Stored data
--- START ---

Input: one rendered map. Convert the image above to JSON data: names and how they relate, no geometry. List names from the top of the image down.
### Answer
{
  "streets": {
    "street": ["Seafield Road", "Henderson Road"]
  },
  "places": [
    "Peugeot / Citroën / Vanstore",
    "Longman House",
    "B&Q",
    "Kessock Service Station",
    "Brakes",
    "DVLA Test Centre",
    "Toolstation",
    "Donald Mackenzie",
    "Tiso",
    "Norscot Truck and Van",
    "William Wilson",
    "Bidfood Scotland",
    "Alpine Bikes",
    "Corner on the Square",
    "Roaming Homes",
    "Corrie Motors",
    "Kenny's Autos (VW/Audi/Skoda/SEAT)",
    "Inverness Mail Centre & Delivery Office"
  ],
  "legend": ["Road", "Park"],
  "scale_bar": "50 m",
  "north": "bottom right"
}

--- END ---

**What the task requires:** All entries above are to be repeated verbatim, down to the last line.

**Solution to this exercise:**
Input: one rendered map. Convert the image above to JSON data: names and how they relate, no geometry. List names from the top of the image down.
### Answer
{
  "streets": {
    "street": ["Seafield Road", "Henderson Road"]
  },
  "places": [
    "Peugeot / Citroën / Vanstore",
    "Longman House",
    "B&Q",
    "Kessock Service Station",
    "Brakes",
    "DVLA Test Centre",
    "Toolstation",
    "Donald Mackenzie",
    "Tiso",
    "Norscot Truck and Van",
    "William Wilson",
    "Bidfood Scotland",
    "Alpine Bikes",
    "Corner on the Square",
    "Roaming Homes",
    "Corrie Motors",
    "Kenny's Autos (VW/Audi/Skoda/SEAT)",
    "Inverness Mail Centre & Delivery Office"
  ],
  "legend": ["Road", "Park"],
  "scale_bar": "50 m",
  "north": "bottom right"
}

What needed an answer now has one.